また,日本の人びとには,なにか特徴的な回答のしかたがあると思いますか?たとえば……
◎「どちらでもない」など曖昧な回答をしがちなのではないか
◎極端な回答を避けるのでは
などなど。はたして,実際はどうなのでしょうか。
回答バイアスの種類
簡単に,どのような回答バイアスがあるのかリストにしてみます。
◎社会的望ましさ反応……より良く見せようとする傾向
◎極端反応傾向……端の選択肢ばかりを選択する傾向
(例)5段階で1と5ばかりに○をつける
◎黙従傾向……質問に肯定方向に回答しやすい傾向
(例)「いいえ」よりも「はい」,「あてはまらない」よりも「あてはまる」
◎中心化傾向……中央の選択肢を回答しやすい傾向
(例)「いいえ」「どちらでもない」「はい」だと「どちらでもない」
◎キャリーオーバー効果……ある質問項目の内容が次の質問の回答に影響する傾向
(例)恋愛経験の質問をした後で自己評価を尋ねると,逆の順番の場合とは回答内容が変わってしまう
◎近接誤差……隣接する質問には同じような回答をしてしまう傾向
これらの他にも,さまざまな回答のバイアスが知られています。そして,回答バイアスのなかには,個人の何らかの心理的な特徴が反映するものもあります。
特に,極端反応傾向や黙従傾向,中心化傾向については,その背景に何らかの心理的な個人差要因が仮定されることがあります。
日本人の回答バイアス
日本人には,他の国と比べてなにか特徴的な回答バイアスが見られるのでしょうか。その問題に取り組んだ研究のひとつが,この論文(日本人の回答バイアス―レスポンス・スタイルの種別間・文化間比較)です。
この論文では,黙従傾向(論文内では黙従反応傾向),極端反応傾向,中心化傾向(論文内では中間反応傾向)について,日本とアメリカと韓国の調査結果を比較しています。また,構造方程式モデリングでこれらの回答傾向を算出している点も,この研究のひとつの特徴です。うまいやり方だな,と感心しました。
さて,なんとなく「日本人は中心化傾向が強いのでは」という漠然とした予想はあるのですが,国際比較の結果はどうなったでしょうか。
◎日本と韓国はアメリカに比べて中心化傾向が強い
◎アメリカは日本と韓国に比べて黙従傾向が強い
◎どの国においても,3つの回答バイアスのうち黙従傾向がもっとも強い
◎日本は黙従傾向と中心化傾向の強さが同じくらい
こういう結果が見られました。日本と韓国はやはり中心化傾向がよく見られるようで,これについてはアジアの特徴として考えることができるのかもしれません。

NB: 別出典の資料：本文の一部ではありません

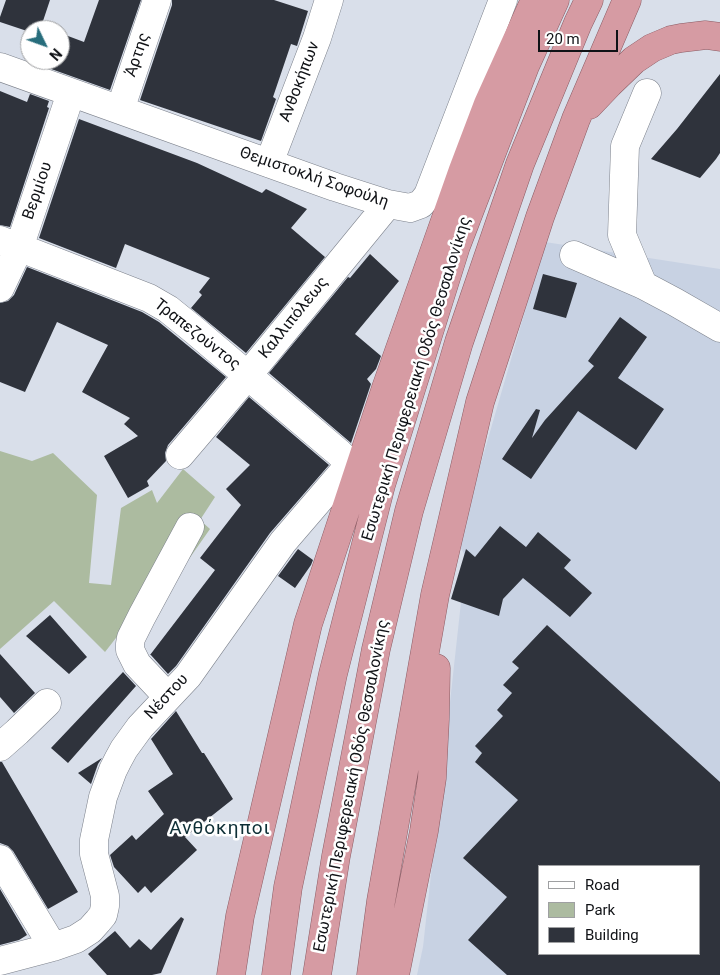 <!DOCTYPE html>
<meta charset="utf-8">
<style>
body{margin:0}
#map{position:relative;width:720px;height:975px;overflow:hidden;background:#d9dfea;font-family:Roboto,sans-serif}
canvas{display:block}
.legend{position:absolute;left:538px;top:865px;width:162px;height:90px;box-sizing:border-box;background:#fff;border:1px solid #9fa0a2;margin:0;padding:6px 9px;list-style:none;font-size:15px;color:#101216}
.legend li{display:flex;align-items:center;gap:10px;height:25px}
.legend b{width:25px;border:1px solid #9fa0a2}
.north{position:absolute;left:20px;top:20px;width:50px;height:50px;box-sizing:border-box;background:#fff;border:1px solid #9fa0a2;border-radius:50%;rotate:132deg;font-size:14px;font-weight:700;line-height:20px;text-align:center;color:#101216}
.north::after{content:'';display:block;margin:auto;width:18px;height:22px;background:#276d7c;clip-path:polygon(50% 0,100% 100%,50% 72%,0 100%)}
.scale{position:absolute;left:538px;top:30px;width:80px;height:22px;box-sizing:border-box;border:2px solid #101216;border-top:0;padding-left:6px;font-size:15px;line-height:18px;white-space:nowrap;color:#101216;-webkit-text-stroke:4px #fff;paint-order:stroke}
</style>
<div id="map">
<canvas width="720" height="975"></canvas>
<ul class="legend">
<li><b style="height:6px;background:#fff"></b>Road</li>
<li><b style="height:14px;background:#acbba0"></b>Park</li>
<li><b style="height:14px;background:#2f333c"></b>Building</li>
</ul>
<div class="north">N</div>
<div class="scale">20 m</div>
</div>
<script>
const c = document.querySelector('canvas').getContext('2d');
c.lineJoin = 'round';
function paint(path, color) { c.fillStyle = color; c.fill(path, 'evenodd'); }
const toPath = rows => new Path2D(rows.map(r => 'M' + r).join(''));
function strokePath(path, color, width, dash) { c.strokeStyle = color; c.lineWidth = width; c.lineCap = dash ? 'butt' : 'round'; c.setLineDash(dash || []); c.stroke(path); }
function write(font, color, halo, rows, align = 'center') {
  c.font = font + ' Roboto,sans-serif'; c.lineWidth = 5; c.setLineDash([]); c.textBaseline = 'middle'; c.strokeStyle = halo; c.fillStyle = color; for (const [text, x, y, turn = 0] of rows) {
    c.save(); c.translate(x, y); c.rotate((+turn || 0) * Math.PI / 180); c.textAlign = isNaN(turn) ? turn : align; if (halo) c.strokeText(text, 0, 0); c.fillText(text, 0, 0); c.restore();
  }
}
const built = toPath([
 [545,242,720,269,720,975,417,975,423,947,466,557,458,543,472,500,472,494],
 [539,866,699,866,699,954,539,954]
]);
const green = toPath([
 [0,451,32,461,53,453,97,495,89,583,111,585,121,508,152,490,157,503,183,469,215,497,200,520,210,529,142,626,123,629,105,652,54,601,0,649]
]);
const building = toPath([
 [6,0,50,0,40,30,30,30,30,32,0,22,0,17],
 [99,0,141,0,110,90,40,65,42,60,60,60,60,33,84,42],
 [172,0,274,0,308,11,297,46,291,44,273,97,276,99,261,141,140,100,172,5],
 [720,74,720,153,716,159,700,178,651,159,677,129],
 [0,91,27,102,30,94,49,101,47,107,49,108,10,227,0,225],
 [79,119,197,163,262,193,266,189,307,209,291,228,325,257,246,353,191,308,202,295,199,292,210,278,125,244,116,268,39,238],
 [370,254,399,281,355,334,381,356,376,369,367,379,371,384,351,443,269,373,348,277,350,278],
 [27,267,142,312,159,322,226,377,168,445,165,453,166,461,147,481,149,486,128,498,104,456,138,436,124,424,130,418,82,392,108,345,57,322,25,392,0,382,0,303,8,301,14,295],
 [543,274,577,283,566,318,533,309],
 [620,317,647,337,618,378,664,409,636,450,578,411,531,479,502,459,536,409,540,410,532,438,545,420,594,366,588,361],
 [249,397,329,465,270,533,176,666,168,674,150,654,150,655,215,570,200,558,241,505,226,489,250,465,216,437],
 [500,526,526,547,538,532,571,560,564,568,592,593,570,617,523,578,503,599,499,616,451,599,466,549,475,557],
 [298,549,313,560,311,565,295,588,278,576],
 [50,615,87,657,69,674,26,636],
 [547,625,720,782,720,975,507,975,468,940,507,897,463,858,518,800,475,762,482,753,475,746,503,716,497,710,512,693,503,685,519,668,512,662],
 [539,866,699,866,699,954,539,954],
 [0,654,35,693,14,713,0,697],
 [123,672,136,686,68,763,51,748],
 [176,711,202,753,204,753,233,799,185,837,197,850,151,893,145,886,138,893,114,867,110,855,132,835,136,840,164,814,148,791,173,774,151,739],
 [102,758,98,764,91,784,78,773],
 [0,762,2,762,78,892,48,909,13,851,8,846,0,843],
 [0,889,27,935,19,940,0,945],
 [181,917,184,919,161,973,152,975,107,975,88,954,115,931,130,948,139,939,151,950]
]);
const minor = toPath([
 [0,67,335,187,388,204,410,208,421,204,428,195,503,0],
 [120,110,157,0],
 [269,163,317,38,329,0],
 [0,240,149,298,168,309,194,330,339,453,344,458,346,464,344,471,283,542,188,676,140,727,124,749,118,760,113,770,103,797,94,840,94,854,105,896,105,906,103,915,98,921,90,930,76,939,53,947,0,961],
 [574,255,643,285,675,302,720,328],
 [643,285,622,235,625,146,647,93],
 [0,288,19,248,71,93],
 [180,455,248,375,388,204],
 [168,697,137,664,130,650,130,644,131,638,142,616,190,527],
 [0,747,17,732,47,703],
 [0,859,53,947]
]);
const trunk = toPath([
 [589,105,609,84,634,60,652,48,671,40,681,38,706,35,720,37],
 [231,975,240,916,308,624,386,388,463,170,488,104,535,0],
 [276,975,288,887,333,674,381,485,456,246,525,66,555,0],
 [317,975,336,856,376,649,409,511,459,342,520,164,578,23,589,0],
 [371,975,381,901,435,595,480,402,540,217,576,119,627,0],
 [395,975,424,831,432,778,435,719,436,668]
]);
const streetNames = [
 ["Άρτης",138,55,-71],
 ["Ανθοκήπων",300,82,-69],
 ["Θεμιστοκλή Σοφούλη",314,178,19],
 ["Βερμίου",38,191,-71],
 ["Καλλιπόλεως",294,318,-51],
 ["Τραπεζούντος",197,335,38],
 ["Εσωτερική Περιφερειακή Οδός Θεσσαλονίκης",417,379,-73],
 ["Νέστου",167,697,-47],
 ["Εσωτερική Περιφερειακή Οδός Θεσσαλονίκης",352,786,-79]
];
const quarterNames = [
 ["Ανθόκηποι",220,829]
];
paint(built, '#c8d2e3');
paint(green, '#acbba0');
paint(building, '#2f333c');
strokePath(minor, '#7d828c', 29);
strokePath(trunk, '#8a5b63', 29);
strokePath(minor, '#fff', 28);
strokePath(trunk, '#d69ba3', 28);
write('16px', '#101216', '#fff', streetNames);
c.letterSpacing = '1px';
write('19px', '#0e2f36', '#fff', quarterNames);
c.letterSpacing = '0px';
</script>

また3つの回答バイアスの中では,どの国でも黙従傾向がいちばん強く見られる傾向のようです。これはもしかすると,質問と回答の形式によるものなのかもしれません。心理学でよく用いる方法は,ある質問文に対していくつかの段階の中から回答を求める形式です。このような形式が,黙従傾向を生み出す可能性があるとも言われています。
その一方で,黙従傾向に文化差がある可能性もこの論文では示されています。また,黙従傾向は何に関連するのでしょうか。そこで,もうひとつの論文を見てみましょう。
ヨーロッパの国際比較
ヨーロッパ20カ国の調査から,黙従傾向の国際比較を試みたのがこの論文(Acquiescence response styles: A multilevel model explaining individual-level and country-level differences)です。
問題部分で,これまでの黙従傾向に関する研究がまとめられています。面白いなと思ったのは,たとえば男性よりも女性,教育年数が長い人より短い人の方が黙従傾向が強くなる傾向が報告されているのですが,必ずしも常にそれが報告されているわけではなく,関連がないという結果を報告する研究もあるという点です。
また,これまでの研究では地域差も報告されているようです。たとえば地中海沿岸の国々ではそれ以外の国よりも黙従傾向が強い傾向にあるとか,腐敗認識レベル(その国でどれくらい公務員や政治家が汚職をしていると認識されているか)が高い国ほど,黙従傾向が強いという報告もあるとか。なかなか興味深い傾向です。
この論文で分析されたデータは,ヨーロッパ全域で調査された社会調査のもので,各国1000人から3000人くらいのサンプルサイズがあります。全体で4万人程度です。